39-Levlâke

2K 88 8
                                    

Öncelikle bölüm için bıraktığım parçayla dinleyerek okursanız sevinirim çünkü ben yazarken tekrar ve tekrar bir kanyak gibi bu şarkıyı dinledim. Belki sizde benim gibi dinleyip okursanız şarkının bir sözünde birbirimizi görür, hikayenin bir satırında birbirimizi buluruz. Ve arkadaslar bölümler geç geliyor,bu konuyla ilgili sıkıntılarımı zaten sizlerle paylaşmıştım o yüzden kusura bakmayın olur mu? Neyse daha fazla sizleri tutmak istemiyorum. Haydi bölüme geçelim.

Keyifli okumalar...

Ecmel'in Ağzından

Bir deliliği, bir ruhun soyunuşunu görseniz nasıl anlarsınız? Onu nasıl tanımlarsınız?

Ben, onun gözlerinde gördüklerimle anlar,onun gözlerindekileri anlatır öyle tanımlarım.

Onun gözleri ki deliliğin başlangıcı, şeytanın ev sahibiydi.

Hiç biri henüz ona ne olduğunu anlamamıştı. Lakin ben anlamıştım. Ruhu kemiğinden sıyrılıyor, canı etinden ayrılıyordu. Içinde nice zamandır tutmaya çalıştığı kötü yanı uyanıyor, ona her ne yaptılarsa benim tatlı, güzel Ddee'm bu savaşı sonunda kaybediyordu.

O artık bizim bildiğimiz kişi değildi.

Değildi işte. Gözlerinden belliydi.

Onun gözleri ki yeri geldiği zaman bir yuva yeri geldiği zaman bir savaş alanıydı. Kimi zaman öfkeyle bakar, mavilerini koyuya boyardı kimi zaman sevdiğini pek söyleyemez fakat sevgiyle bakardı. Işte o zamanlar gözleri berraklaşır, ruhu güzelleşirdi. 

Onun gözleri ki öfkeyle baksa dahi bu derece korkunç olamaz, sevgiden noksan kalamaz idi.
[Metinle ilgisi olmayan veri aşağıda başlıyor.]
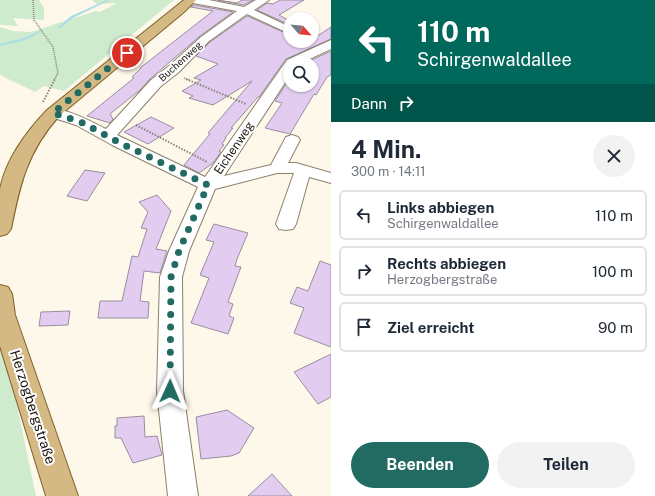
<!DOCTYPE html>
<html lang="de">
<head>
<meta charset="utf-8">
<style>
  body { margin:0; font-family:"Public Sans",sans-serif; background:#f2f2f3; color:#1f2937; height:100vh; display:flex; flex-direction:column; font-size:15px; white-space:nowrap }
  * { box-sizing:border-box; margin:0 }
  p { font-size:13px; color:#747a83 }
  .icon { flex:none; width:22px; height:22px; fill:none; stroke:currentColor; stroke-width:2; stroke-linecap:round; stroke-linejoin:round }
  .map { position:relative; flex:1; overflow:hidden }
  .panel { display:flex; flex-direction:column; background:#fff; width:324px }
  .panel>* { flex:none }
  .guide { background:#00695c; color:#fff; overflow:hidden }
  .needle { width:26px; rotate:117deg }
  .tools { position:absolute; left:283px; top:12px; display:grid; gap:8px }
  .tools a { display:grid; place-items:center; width:36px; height:36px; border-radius:50%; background:#fff; box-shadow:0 1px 3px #0004; font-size:20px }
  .pin { position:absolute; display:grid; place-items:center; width:34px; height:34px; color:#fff; margin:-17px; border:2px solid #fff; border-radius:50%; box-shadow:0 1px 4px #0007 }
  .me { position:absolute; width:44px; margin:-22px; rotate:1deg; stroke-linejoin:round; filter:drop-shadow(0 0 3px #0008) }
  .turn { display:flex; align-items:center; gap:14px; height:84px; padding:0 20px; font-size:18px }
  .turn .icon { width:52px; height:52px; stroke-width:2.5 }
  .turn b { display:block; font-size:28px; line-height:34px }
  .then { display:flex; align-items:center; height:38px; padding:0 20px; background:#0003; gap:8px; font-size:15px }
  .round { display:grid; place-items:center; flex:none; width:42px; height:42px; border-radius:21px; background:#f2f2f3 }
  .head { display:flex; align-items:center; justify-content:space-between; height:68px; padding:0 20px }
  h1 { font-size:24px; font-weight:700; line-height:30px }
  .action { display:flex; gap:8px; margin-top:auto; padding:8px 20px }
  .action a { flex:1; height:46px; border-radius:24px; background:#216b63; color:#fff; font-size:16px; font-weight:700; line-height:46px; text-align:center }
  .action a+a { background:#f2f2f3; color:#1f2937 }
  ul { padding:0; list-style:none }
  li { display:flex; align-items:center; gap:12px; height:50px; margin:0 8px 6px; padding:0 12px; border:2px solid #e0e1e3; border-radius:6px }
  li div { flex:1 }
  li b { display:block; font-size:15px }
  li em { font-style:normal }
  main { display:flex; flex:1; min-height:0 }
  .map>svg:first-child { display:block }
  .green { fill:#cfebcd }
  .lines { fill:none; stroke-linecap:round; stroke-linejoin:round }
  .stream { fill:#addde6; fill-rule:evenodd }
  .building { fill:#e2cdf0; stroke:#998da1 }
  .minor-casing { stroke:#8a816c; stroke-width:2 }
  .major-casing { stroke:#806227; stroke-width:2 }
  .path-far1 { stroke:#898479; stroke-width:1.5; stroke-dasharray:1 1; stroke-linecap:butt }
  .path { stroke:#898479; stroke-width:2; stroke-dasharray:1.5 1.5; stroke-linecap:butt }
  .minor { fill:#fff; fill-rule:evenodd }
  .major { fill:#d4b985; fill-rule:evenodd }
  .route { stroke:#216b63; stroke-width:7; stroke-dasharray:0 12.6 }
  .labels { text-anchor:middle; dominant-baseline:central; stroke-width:4; stroke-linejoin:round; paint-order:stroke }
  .far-street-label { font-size:10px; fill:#1b170f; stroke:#fff }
  .street-label { font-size:12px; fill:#1b170f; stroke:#fff }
  .near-street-label { font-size:14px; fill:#1b170f; stroke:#fff }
</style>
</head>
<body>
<main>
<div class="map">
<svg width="331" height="496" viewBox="0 0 331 496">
  <rect width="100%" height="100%" fill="#fef8ea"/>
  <path class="green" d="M0,0H39L44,8V20L13,18L18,26L0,25Z
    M92,0H174L64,91L44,86L35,92L0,75V27L13,31L31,32L96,11L100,12L117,3L97,4Z
    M0,325L36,496H0Z"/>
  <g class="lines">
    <path class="stream" d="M107,0H110L73,18L59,29L57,28L71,16Z
      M39,31L41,32L26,40L0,46V44L24,38Z"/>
  </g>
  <path class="building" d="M217,0L237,3L242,0H253L244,5Z
    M280,0H304L279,15L290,21V25L257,10L267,3L273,4Z
    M194,5L233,12L200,36L150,79L140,90L110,114L113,119L110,123L87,116L134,78L132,77L141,68H140L213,11L191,7Z
    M247,16L290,35V41H312V31L319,35L331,27V39L286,59L259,97H258L231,128H233L225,138H226L222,144L224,145L219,151L221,152L213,163L199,173L184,165L210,134L208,133L252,81L213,105L189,98L193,96L182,91L201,80L194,78L218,64L196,56L210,42Z
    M331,51V75L327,77L316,95L314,94L290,134L265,128L282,103L275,101L290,78V85H312V63H305Z
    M151,117L174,128L148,144L124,132Z
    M85,170L105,173L87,201L67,196Z
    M157,195L171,211L156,249L167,251L160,273L144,271L140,301L149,302L148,318H98L100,301H122L132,256L138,257L147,229L141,228L148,212L139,202Z
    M214,224L248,233L237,259L235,266L241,267L228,302L233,304L229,316L234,318L228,334L191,323L209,278L200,275L214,242L206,240Z
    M320,261L331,265V347L294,333L304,308L290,303L297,287L308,291Z
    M70,311L68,325L39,326L41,312Z
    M331,354V397L318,404L294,372Z
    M227,410L254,428L239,453L231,456L201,459L196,417Z
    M144,416L145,437L157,436L162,455L133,463L121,438H115V426H117V418Z
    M272,474L292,496H248Z"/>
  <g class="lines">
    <g class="minor-casing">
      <path id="minor" d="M188,0H209L244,7L256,0H269L254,10L290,27V34L247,14L209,41L179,72L161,86L117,135L205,177L287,60L331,40V49L301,63H290V75L224,176L271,165L286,137L292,135L298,137L300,140L288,163H296L331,173V183L309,177L296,224L293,229L286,230L279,229L276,224L294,173H277L215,189L189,251L182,277L183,391L198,496H168L157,391L160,277L169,251L198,187L112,145L76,125L48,116L46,113L48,110C63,106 92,122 106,129L151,80L169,66L201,37L237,11L193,3Z"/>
    </g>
    <g class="major-casing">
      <path id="major" d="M184,0H196L184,12L59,116C27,152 20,184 11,229L7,234L0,236C0,221 0,204 0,189C6,159 27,131 47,110Z
        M0,285L8,287L12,294L15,315L78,496H46L0,346Z"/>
    </g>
    <path class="path-far1" d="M33,0L34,20L53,47L58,73L54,80
      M184,78L189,80"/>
    <path class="path" d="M186,79L246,104
      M43,102L55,79
      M136,125L207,162"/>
    <use href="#minor" class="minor"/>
    <use href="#major" class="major"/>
  </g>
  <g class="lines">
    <path class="route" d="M127,53L53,113L81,122L118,142L208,185L179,251L171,277L170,391"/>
  </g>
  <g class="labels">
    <g class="far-street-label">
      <text transform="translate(180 61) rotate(-42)">Buchenweg</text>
    </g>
    <g class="street-label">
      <text transform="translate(234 148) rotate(-56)">Eichenweg</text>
    </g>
    <g class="near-street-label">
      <text transform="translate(33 407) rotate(72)">Herzogbergstraße</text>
    </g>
  </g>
</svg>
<div class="tools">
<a><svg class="needle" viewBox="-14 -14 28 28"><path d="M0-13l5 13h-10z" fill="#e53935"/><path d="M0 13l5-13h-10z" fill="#747a83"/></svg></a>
<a><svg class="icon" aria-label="search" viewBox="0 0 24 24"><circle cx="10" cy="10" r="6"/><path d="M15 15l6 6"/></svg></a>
</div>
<div class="pin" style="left:127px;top:53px;background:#d93025"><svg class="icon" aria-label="arrive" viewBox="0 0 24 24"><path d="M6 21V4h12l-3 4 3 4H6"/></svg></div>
<svg class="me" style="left:170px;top:391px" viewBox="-20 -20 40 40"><path d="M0-17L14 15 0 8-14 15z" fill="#216b63" stroke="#fff" stroke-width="4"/></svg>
</div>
<section class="panel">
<div class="guide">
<div class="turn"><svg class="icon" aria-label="left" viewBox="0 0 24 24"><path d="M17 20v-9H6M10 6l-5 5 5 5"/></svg><div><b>110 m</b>Schirgenwaldallee</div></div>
<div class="then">Dann<svg class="icon" aria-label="right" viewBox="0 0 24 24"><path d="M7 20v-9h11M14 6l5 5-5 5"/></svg></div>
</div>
<div class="head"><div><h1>4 Min.</h1><p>300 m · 14:11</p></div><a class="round"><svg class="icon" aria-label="close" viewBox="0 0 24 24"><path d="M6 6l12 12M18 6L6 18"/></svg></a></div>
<ul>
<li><svg class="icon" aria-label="left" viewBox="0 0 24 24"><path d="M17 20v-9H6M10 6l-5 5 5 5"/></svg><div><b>Links abbiegen</b><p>Schirgenwaldallee</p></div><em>110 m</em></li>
<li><svg class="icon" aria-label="right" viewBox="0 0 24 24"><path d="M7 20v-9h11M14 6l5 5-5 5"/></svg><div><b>Rechts abbiegen</b><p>Herzogbergstraße</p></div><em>100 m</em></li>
<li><svg class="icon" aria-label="arrive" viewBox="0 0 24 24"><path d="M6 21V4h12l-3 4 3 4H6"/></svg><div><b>Ziel erreicht</b></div><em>90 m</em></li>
</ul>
<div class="action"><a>Beenden</a><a>Teilen</a></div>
</section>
</main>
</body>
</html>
Özellikle baktığı kişi ben isem.

Evet, şimdi açmış mavilerine kızıl karışmış o gözlerini sadece bana bakıyordu. Bakıyordu lakin beni görmüyordu. Beni hissetmiyordu. O gözler beni sevmiyordu. Dudakları kıvrılıp yüzünde bir gülücük oluşturuyordu fakat bu gülüş gözlerine ulaşmıyordu.
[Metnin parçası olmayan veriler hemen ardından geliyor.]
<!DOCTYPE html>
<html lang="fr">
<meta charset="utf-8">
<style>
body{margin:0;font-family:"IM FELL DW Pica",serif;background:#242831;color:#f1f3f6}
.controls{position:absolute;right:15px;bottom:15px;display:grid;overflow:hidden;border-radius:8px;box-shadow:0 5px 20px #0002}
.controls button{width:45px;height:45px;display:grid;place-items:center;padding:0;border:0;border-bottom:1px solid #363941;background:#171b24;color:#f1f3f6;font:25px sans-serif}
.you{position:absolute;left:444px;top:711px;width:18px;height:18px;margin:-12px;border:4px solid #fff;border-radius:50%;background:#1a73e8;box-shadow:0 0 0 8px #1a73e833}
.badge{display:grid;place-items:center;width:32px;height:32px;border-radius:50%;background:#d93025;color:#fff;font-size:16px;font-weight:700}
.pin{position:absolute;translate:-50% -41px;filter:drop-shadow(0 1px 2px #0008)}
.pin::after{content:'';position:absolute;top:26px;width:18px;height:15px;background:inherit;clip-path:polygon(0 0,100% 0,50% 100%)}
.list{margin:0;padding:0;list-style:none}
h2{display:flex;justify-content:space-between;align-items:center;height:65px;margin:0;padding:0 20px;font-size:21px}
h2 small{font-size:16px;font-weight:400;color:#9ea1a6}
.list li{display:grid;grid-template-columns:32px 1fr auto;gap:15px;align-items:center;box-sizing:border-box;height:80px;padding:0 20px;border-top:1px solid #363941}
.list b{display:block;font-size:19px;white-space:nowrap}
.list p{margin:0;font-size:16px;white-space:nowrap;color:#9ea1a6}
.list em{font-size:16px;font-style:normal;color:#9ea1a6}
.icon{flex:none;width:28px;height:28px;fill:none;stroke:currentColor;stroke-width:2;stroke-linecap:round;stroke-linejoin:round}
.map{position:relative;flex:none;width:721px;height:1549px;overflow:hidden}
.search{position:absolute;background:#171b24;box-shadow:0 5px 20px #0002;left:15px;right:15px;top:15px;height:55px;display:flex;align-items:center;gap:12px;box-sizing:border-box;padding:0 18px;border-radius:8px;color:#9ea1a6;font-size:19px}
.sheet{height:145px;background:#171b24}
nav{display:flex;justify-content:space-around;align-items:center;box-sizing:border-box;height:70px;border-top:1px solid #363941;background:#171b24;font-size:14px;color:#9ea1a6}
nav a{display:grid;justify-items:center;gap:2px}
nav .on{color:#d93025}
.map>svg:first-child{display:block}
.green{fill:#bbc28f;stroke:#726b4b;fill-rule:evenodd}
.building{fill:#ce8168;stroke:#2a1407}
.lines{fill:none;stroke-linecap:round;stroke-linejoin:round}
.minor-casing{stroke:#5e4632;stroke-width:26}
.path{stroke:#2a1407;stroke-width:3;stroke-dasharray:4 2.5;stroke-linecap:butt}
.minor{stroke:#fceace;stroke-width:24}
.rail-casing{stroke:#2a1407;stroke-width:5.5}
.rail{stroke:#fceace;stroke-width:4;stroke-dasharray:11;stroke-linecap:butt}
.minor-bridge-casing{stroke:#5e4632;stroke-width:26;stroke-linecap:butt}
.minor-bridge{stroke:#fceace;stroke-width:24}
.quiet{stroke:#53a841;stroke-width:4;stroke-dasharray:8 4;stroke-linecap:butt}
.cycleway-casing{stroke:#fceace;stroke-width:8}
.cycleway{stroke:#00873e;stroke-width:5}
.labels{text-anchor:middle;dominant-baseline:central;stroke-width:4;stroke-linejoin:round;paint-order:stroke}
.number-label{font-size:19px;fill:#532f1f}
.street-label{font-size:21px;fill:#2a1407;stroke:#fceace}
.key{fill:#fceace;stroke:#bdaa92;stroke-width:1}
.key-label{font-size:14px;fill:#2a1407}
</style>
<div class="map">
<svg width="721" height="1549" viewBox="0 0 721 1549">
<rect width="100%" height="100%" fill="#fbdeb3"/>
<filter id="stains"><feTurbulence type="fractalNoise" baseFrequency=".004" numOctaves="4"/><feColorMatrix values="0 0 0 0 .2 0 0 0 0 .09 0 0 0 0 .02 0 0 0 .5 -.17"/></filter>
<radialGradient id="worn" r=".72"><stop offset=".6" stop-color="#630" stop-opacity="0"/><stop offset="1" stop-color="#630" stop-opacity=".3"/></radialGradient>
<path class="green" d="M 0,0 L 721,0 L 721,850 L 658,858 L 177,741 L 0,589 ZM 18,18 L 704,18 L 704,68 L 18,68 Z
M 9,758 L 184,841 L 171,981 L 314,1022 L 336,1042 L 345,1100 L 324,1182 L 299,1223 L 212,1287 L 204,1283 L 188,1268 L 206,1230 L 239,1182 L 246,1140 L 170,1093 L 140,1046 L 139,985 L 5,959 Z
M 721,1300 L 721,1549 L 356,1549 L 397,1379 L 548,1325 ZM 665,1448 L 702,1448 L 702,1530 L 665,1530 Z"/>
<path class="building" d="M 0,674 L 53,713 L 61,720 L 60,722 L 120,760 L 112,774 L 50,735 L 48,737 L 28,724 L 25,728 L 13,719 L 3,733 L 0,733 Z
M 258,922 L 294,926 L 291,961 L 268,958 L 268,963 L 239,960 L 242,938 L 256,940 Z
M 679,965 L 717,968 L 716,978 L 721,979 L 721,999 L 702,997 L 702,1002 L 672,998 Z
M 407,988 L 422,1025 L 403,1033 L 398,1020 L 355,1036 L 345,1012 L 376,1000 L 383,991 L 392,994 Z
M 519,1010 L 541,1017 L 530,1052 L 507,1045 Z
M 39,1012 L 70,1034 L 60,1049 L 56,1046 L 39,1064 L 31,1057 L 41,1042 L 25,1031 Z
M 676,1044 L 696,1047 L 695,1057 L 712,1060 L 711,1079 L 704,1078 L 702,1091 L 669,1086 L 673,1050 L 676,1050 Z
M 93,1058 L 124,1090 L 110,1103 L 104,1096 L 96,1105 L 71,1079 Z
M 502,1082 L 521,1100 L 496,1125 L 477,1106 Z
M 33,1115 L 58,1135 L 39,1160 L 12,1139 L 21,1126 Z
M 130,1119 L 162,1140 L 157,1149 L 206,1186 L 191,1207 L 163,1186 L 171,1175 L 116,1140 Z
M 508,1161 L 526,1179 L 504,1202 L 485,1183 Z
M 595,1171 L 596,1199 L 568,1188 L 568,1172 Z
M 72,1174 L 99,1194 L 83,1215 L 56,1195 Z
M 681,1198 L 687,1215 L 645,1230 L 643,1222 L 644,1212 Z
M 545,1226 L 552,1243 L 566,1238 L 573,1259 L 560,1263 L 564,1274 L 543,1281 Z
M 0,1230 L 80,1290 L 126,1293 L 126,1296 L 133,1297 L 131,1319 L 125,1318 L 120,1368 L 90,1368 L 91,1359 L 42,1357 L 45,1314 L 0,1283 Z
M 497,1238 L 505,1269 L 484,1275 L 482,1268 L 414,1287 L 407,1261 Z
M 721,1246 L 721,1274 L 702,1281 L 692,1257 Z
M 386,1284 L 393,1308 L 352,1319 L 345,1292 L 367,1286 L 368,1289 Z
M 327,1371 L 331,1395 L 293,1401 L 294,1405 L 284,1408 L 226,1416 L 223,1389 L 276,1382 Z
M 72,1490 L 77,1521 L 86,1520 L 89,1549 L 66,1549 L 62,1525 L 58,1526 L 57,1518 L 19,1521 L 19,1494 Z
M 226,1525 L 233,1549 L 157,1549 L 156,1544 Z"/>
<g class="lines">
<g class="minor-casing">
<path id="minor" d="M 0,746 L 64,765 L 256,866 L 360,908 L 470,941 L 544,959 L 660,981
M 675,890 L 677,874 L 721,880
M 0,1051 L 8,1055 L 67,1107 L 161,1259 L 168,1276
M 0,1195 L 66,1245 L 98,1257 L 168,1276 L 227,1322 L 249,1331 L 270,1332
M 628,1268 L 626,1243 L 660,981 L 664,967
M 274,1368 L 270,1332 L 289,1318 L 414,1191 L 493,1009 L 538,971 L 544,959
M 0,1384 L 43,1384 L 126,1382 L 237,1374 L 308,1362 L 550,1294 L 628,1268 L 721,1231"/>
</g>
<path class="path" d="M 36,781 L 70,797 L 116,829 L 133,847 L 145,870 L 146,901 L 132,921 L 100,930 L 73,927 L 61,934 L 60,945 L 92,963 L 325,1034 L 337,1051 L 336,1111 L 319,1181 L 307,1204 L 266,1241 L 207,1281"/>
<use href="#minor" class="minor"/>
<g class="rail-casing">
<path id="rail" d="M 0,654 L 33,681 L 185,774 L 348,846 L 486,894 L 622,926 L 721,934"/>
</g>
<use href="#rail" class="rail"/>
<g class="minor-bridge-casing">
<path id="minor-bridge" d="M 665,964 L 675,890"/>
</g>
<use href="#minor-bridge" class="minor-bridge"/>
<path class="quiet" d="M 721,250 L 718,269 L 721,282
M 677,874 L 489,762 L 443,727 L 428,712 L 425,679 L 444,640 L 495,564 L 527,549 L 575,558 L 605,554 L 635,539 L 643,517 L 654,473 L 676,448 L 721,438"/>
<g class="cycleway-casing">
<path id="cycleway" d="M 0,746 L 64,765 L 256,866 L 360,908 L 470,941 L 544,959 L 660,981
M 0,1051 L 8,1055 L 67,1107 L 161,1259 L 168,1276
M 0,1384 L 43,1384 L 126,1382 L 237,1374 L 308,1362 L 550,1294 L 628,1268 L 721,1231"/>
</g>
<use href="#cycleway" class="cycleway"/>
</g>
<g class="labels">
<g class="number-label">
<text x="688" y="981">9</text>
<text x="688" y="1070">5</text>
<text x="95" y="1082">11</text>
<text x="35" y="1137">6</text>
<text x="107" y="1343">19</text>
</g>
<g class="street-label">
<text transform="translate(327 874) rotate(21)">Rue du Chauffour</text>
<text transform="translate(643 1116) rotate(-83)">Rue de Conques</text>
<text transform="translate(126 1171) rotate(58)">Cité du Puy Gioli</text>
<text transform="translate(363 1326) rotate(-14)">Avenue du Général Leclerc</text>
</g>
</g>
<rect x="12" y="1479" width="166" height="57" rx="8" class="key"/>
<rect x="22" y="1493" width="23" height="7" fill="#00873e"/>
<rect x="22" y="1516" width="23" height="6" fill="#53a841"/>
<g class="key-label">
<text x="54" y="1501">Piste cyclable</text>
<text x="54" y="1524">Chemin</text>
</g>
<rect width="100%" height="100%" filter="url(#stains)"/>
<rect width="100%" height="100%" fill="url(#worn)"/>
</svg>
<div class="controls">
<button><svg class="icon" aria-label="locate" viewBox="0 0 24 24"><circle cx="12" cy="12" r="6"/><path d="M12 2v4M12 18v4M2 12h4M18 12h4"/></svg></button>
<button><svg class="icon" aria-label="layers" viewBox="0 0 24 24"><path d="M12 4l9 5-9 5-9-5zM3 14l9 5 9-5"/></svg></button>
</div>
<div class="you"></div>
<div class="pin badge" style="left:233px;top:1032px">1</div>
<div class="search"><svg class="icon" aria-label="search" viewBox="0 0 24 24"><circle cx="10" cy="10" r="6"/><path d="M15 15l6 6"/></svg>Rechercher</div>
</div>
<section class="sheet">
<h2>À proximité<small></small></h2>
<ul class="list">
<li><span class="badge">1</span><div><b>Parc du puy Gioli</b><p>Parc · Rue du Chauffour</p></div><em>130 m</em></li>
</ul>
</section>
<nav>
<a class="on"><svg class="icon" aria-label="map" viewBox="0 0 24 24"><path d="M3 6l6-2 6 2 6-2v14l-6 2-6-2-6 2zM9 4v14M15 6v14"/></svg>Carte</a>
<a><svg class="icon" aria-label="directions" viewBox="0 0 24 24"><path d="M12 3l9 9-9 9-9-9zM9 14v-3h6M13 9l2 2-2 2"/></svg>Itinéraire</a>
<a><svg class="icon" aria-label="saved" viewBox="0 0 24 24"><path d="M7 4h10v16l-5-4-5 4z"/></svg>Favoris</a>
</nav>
Canavar zaferini kutluyor, hedefine beni koyuyordu. Biliyorum.

Ona ne yaptılar bilmiyordum ama onun ne olduğunu biliyordum.

Içindeki şeytanı, deliyi az buçuk uzaktan görmüşlüğüm vardı, biliyordum o yüzden. Ama işte şimdi tüm kontrol nasıl olduysa ondaydı, söküyordu içinde tek tek elleriyle iyi olan ne varsa.

Ondan geriye bir şey bırakmamaya ant içmiş gibiydi. Görüyordum işte gözlerinde,sormayın nasıl biliyorsun diye. Biliyorum bir şekilde, hissediyorum. O şimdi kendiyle en büyük savaşını veriyordu. Kaybetmeye mahkumken....

***
Her şey başlamadan hemen önce gördüm onu. Bir şeylerin yolunda olmadığını andı onun gözlerini gördüğüm an.

Her zaman ölmüş ruhlara,duygulara ev sahipliği yapan o gözleri.  Kızgınken, öfkeliyken şiddetlenen,mutlu olmayı bilmeyen bakışları ama bana daima sevgiyle bakan o gözleri. 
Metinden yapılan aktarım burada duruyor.